Gesteld noch gebleken is dat eiseres door gebruik te maken van haar ontbindingsbevoegdheid misbruik heeft gemaakt van enig recht. Zij dient als verhuurder te voorkomen dat de door haar verhuurde woningen worden gebruikt voor criminele activiteiten, met de daaraan verbonden negatieve uitstraling voor de woonomgeving. Voorts hoeft van eiseres niet gevergd te worden dat zij treedt in overwegingen die de burgemeester aan zijn sluitingsbesluit ten grondslag heeft gelegd. Zij mag van de juistheid van een en ander uitgaan, tenzij blijkt van concrete feiten en omstandigheden die maken dat in redelijkheid met worden geoordeeld dat het besluit ondeugdelijk is. Gedaagde heeft geen feiten en omstandigheden gesteld die de burgemeester niet bekend waren bij het nemen van het besluit en die aanleiding geven voor de veronderstelling dat het besluit ondeugdelijk is.
5.9.
Op grond van de hiervoor genoemde feiten en omstandigheden in onderling verband en samenhang bezien, acht de kantonrechter het voldoende aannemelijk dat in een bodemprocedure zal worden geconcludeerd dat de buitengerechtelijke ontbinding door eiseres een einde aan de huurovereenkomst heeft gemaakt. Daarom vindt de kantonrechter het gerechtvaardigd, om daarop vooruitlopend, thans de vordering tot ontruiming toe te wijzen. De ontruimingstermijn wordt vastgesteld op veertien dagen nadat de burgemeester van de gemeente Schiedam de sluiting van de woning heeft opgeheven.
5.10.
Als de in het ongelijk gestelde partij, wordt gedaagde veroordeeld in de kosten van deze procedure.

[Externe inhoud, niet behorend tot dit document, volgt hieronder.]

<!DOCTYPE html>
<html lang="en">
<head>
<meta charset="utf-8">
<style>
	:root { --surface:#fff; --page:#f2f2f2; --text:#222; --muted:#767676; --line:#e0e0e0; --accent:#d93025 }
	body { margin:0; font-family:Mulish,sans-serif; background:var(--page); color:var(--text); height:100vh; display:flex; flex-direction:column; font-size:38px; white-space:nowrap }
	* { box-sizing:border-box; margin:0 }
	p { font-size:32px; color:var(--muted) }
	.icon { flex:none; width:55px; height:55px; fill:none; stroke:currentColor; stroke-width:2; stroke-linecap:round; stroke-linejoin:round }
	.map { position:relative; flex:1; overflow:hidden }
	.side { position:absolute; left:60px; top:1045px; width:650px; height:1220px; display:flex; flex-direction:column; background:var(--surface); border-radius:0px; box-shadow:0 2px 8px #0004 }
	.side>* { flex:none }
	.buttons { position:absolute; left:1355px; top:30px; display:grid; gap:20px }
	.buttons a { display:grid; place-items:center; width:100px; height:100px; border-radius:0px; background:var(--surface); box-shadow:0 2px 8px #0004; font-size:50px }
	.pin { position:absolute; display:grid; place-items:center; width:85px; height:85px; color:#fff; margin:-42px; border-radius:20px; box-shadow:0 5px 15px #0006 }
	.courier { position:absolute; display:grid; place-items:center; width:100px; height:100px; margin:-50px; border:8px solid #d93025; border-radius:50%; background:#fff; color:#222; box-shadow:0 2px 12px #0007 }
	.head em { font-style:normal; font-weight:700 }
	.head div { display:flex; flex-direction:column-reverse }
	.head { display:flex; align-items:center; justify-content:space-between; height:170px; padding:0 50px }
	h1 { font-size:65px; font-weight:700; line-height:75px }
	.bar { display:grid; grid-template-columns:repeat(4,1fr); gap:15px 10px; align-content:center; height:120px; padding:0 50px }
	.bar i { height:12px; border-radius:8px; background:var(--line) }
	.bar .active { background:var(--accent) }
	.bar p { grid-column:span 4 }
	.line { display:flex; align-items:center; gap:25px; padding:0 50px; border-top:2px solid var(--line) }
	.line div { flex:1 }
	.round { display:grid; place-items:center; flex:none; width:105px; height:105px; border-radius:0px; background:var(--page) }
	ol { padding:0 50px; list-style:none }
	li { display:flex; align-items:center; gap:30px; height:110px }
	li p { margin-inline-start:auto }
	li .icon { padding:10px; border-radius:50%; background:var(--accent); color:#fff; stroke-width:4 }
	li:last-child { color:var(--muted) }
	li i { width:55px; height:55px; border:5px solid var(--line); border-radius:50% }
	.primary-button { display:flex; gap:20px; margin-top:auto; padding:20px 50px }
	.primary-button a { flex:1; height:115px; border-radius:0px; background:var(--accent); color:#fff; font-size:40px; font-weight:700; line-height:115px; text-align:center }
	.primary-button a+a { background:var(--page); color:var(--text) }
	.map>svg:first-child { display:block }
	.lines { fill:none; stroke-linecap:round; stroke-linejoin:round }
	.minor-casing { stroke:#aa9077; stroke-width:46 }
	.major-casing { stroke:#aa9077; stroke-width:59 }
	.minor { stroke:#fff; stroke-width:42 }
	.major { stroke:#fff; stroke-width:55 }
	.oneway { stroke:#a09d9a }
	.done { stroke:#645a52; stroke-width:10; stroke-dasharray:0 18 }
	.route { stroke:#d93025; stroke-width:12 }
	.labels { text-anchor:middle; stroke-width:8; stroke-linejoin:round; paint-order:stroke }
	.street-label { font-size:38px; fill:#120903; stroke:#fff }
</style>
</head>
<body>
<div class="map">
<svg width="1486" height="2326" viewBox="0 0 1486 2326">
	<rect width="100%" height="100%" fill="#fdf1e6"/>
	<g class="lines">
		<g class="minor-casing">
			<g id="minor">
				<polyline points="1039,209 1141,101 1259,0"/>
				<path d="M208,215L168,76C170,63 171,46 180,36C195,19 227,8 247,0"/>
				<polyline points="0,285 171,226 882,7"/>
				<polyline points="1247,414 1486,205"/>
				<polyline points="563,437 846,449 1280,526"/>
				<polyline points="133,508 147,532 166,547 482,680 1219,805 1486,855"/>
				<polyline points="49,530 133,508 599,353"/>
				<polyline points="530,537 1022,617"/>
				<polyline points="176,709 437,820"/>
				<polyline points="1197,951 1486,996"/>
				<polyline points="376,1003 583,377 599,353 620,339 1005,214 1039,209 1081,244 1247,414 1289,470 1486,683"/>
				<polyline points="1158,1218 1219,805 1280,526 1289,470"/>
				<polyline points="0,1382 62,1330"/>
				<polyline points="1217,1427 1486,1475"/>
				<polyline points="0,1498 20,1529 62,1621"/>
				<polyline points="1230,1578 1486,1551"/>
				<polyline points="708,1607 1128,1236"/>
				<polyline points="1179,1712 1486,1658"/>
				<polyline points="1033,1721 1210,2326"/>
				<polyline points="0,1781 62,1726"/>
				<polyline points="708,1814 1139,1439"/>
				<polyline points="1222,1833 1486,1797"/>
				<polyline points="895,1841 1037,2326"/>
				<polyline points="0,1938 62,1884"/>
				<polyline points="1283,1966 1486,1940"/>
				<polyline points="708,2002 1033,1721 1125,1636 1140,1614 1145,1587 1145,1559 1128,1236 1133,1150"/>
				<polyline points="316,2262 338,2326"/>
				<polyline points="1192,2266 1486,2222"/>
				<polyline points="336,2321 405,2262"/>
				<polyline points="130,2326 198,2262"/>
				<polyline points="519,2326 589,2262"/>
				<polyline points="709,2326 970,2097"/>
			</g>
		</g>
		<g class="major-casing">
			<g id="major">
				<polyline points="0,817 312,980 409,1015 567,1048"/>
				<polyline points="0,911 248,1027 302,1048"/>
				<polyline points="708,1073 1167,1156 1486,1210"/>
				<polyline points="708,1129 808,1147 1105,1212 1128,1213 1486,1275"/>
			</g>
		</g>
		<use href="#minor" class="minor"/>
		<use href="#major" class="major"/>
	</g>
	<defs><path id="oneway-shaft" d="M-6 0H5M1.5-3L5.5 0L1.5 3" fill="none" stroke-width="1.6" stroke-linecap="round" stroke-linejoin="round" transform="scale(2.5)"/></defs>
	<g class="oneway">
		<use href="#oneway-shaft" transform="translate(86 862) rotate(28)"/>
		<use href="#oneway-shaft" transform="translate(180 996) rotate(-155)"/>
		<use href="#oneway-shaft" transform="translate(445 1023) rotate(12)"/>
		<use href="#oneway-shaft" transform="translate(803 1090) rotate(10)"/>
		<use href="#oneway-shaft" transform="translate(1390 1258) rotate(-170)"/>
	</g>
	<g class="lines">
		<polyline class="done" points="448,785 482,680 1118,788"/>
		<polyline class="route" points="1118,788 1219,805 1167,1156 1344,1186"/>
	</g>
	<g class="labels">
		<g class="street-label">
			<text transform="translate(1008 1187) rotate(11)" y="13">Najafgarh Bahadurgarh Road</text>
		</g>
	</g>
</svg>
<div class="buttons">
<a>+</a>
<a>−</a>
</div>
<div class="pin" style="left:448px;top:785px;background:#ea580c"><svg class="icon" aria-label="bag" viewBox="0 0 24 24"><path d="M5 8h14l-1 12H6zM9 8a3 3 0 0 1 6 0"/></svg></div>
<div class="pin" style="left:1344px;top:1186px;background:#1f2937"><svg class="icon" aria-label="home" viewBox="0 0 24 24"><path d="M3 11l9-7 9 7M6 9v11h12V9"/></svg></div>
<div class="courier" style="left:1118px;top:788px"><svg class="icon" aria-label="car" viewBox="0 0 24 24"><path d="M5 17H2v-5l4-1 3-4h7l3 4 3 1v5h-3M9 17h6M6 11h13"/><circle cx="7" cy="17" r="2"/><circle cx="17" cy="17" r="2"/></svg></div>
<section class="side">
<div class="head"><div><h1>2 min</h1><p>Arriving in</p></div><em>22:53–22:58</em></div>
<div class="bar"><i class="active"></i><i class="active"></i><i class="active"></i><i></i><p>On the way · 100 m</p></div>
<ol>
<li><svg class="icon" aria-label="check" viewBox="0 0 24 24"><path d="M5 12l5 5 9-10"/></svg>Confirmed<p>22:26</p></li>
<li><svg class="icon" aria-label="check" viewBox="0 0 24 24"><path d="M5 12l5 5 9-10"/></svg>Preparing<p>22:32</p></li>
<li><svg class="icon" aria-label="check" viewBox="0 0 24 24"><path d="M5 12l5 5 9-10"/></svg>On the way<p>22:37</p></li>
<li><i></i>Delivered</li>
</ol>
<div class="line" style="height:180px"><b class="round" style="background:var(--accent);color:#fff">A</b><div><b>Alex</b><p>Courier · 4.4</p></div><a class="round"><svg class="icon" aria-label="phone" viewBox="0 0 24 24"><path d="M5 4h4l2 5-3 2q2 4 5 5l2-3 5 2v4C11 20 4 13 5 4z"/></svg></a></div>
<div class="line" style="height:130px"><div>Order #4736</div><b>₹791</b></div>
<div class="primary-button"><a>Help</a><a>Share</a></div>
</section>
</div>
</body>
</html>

De apart gevorderde nakosten zullen worden toegewezen als hierna vermeld, nu de proceskostenveroordeling hiervoor reeds een executoriale titel geeft en de kantonrechter van oordeel is dat de nakosten zich reeds vooraf laten begroten.
5.11.
Hetgeen partijen overigens nog hebben aangevoerd behoeft geen beoordeling, nu dit niet tot een ander oordeel leidt.

6.De beslissing

De kantonrechter, bij wege van voorlopige voorziening:
veroordeelt gedaagde om binnen veertien dagen nadat de sluiting van de woning aan de [adres] te Schiedam is opgeheven door de burgemeester van Schiedam, de woning te ontruimen en te verlaten en met al hetgeen zich vanwege gedaagde daarin of daarop bevindt en al diegenen die zich daarin of daarop vanwege gedaagde bevinden en ontruimd en verlaten te houden, en onder afgifte van alle sleutels, de woning ter vrije beschikking van eiseres te stellen;
veroordeelt gedaagde in de proceskosten, tot aan deze uitspraak aan de zijde van eiseres vastgesteld op:
 € 217,01 € 217,01 aan verschotten;
 € 217,01 € 200,00 aan salaris voor de gemachtigde;
en indien gedaagde niet binnen 14 dagen na aanschrijving vrijwillig aan dit vonnis heeft voldaan, begroot op:
 € 50,00 € 50,00 aan nasalaris, te verhogen met een bedrag van € 68,00 aan kosten voor betekening onder de voorwaarde dat betekening van het vonnis heeft plaatsgevonden, een en ander voor zover van toepassing te vermeerderen met btw, vermeerderd met de wettelijke rente in de zin van artikel 6:119 BW ingaande 14 dagen na betekening van dit vonnis tot de dag der algehele voldoening;
verklaart dit vonnis uitvoerbaar bij voorraad en wijst af het meer of anders gevorderde.
Dit vonnis is gewezen door mr. K.J. Bezuijen en uitgesproken ter openbare terechtzitting.